Work item: Everything from the line with "Detect the labels" through the final line below should be copied out exactly, and nothing else should appear.

>>>>

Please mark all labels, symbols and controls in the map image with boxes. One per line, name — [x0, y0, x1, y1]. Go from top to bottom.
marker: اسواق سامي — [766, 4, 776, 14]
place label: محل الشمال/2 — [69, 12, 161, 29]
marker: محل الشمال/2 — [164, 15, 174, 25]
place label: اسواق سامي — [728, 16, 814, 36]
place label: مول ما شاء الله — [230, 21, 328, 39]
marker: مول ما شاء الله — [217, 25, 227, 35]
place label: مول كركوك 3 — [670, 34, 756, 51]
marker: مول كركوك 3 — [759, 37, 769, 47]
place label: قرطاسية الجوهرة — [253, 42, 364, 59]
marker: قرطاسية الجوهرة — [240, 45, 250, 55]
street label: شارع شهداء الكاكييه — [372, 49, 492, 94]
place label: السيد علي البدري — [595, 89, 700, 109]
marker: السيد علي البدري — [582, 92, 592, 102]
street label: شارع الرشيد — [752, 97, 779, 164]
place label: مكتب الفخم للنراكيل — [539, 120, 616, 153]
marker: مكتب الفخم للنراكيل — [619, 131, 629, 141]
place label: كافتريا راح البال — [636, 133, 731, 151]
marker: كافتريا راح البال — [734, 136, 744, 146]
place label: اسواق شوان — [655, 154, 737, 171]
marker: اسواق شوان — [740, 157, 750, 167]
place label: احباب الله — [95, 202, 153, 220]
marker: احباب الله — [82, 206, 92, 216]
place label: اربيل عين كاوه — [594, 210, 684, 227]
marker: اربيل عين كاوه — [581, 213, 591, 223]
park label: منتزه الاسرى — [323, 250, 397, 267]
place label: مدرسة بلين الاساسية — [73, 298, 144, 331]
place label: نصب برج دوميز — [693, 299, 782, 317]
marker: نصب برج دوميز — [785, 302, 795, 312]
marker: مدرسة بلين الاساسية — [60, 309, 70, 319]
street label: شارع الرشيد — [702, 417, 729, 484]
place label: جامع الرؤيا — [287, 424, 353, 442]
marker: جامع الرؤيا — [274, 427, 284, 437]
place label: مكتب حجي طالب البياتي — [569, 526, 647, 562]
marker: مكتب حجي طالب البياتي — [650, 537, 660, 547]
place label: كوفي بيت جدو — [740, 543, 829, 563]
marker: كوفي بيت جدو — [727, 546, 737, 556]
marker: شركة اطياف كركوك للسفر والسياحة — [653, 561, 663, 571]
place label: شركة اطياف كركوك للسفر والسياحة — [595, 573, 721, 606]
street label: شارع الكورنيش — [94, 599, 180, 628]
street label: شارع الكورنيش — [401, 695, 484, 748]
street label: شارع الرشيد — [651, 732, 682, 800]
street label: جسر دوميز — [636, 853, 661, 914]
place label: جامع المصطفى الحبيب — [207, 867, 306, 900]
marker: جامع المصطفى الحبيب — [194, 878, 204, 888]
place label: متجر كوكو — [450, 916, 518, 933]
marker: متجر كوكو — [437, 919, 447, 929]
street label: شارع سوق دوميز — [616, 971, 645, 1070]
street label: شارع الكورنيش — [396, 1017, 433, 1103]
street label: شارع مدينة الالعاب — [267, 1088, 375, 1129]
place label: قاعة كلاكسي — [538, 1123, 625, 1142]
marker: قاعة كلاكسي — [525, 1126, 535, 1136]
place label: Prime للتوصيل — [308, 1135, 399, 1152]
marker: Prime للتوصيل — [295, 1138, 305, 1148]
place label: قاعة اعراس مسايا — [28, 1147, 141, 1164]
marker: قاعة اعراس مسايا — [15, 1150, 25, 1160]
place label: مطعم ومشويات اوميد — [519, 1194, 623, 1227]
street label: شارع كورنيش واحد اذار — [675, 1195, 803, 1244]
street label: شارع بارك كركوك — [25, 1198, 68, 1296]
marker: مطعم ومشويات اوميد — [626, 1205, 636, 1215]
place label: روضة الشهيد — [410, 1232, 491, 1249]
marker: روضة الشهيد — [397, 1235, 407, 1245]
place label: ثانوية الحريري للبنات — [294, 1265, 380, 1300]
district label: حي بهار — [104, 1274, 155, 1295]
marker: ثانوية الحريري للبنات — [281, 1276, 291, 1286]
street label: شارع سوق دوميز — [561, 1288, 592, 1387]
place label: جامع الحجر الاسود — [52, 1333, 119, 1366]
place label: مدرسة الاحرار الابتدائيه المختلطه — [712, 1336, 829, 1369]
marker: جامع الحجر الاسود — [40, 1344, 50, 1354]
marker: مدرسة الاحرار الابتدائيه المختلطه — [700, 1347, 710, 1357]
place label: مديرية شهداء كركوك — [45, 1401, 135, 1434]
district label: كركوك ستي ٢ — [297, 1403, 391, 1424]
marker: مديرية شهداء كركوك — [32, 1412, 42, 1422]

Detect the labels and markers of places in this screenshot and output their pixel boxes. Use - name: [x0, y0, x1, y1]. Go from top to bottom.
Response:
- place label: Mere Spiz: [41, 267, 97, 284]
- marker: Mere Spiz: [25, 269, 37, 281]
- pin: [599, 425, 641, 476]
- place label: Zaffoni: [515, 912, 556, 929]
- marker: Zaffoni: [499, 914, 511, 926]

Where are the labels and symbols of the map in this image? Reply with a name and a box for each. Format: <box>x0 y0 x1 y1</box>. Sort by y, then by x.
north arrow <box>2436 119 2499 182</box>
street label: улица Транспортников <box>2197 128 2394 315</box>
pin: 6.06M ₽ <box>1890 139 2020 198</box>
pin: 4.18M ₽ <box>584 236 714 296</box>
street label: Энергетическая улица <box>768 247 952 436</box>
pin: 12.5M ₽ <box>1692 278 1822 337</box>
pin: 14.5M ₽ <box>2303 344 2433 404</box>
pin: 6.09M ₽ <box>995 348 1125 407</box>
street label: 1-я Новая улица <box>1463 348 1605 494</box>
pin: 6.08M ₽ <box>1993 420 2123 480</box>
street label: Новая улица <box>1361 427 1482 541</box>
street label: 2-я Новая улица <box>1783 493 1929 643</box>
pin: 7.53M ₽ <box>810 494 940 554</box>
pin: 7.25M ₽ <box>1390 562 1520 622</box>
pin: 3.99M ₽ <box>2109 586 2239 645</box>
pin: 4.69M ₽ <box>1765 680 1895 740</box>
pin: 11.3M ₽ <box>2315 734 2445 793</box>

<<<<

Answer section:
Detect the labels and markers of places in this screenshot and output their pixel boxes. Use - name: [x0, y0, x1, y1]. Go from top to bottom.
Response:
- place label: Mere Spiz: [41, 267, 97, 284]
- marker: Mere Spiz: [25, 269, 37, 281]
- pin: [599, 425, 641, 476]
- place label: Zaffoni: [515, 912, 556, 929]
- marker: Zaffoni: [499, 914, 511, 926]

Where are the labels and symbols of the map in this image? Reply with a name and a box for each. Format: <box>x0 y0 x1 y1</box>. Sort by y, then by x.
north arrow <box>2436 119 2499 182</box>
street label: улица Транспортников <box>2197 128 2394 315</box>
pin: 6.06M ₽ <box>1890 139 2020 198</box>
pin: 4.18M ₽ <box>584 236 714 296</box>
street label: Энергетическая улица <box>768 247 952 436</box>
pin: 12.5M ₽ <box>1692 278 1822 337</box>
pin: 14.5M ₽ <box>2303 344 2433 404</box>
pin: 6.09M ₽ <box>995 348 1125 407</box>
street label: 1-я Новая улица <box>1463 348 1605 494</box>
pin: 6.08M ₽ <box>1993 420 2123 480</box>
street label: Новая улица <box>1361 427 1482 541</box>
street label: 2-я Новая улица <box>1783 493 1929 643</box>
pin: 7.53M ₽ <box>810 494 940 554</box>
pin: 7.25M ₽ <box>1390 562 1520 622</box>
pin: 3.99M ₽ <box>2109 586 2239 645</box>
pin: 4.69M ₽ <box>1765 680 1895 740</box>
pin: 11.3M ₽ <box>2315 734 2445 793</box>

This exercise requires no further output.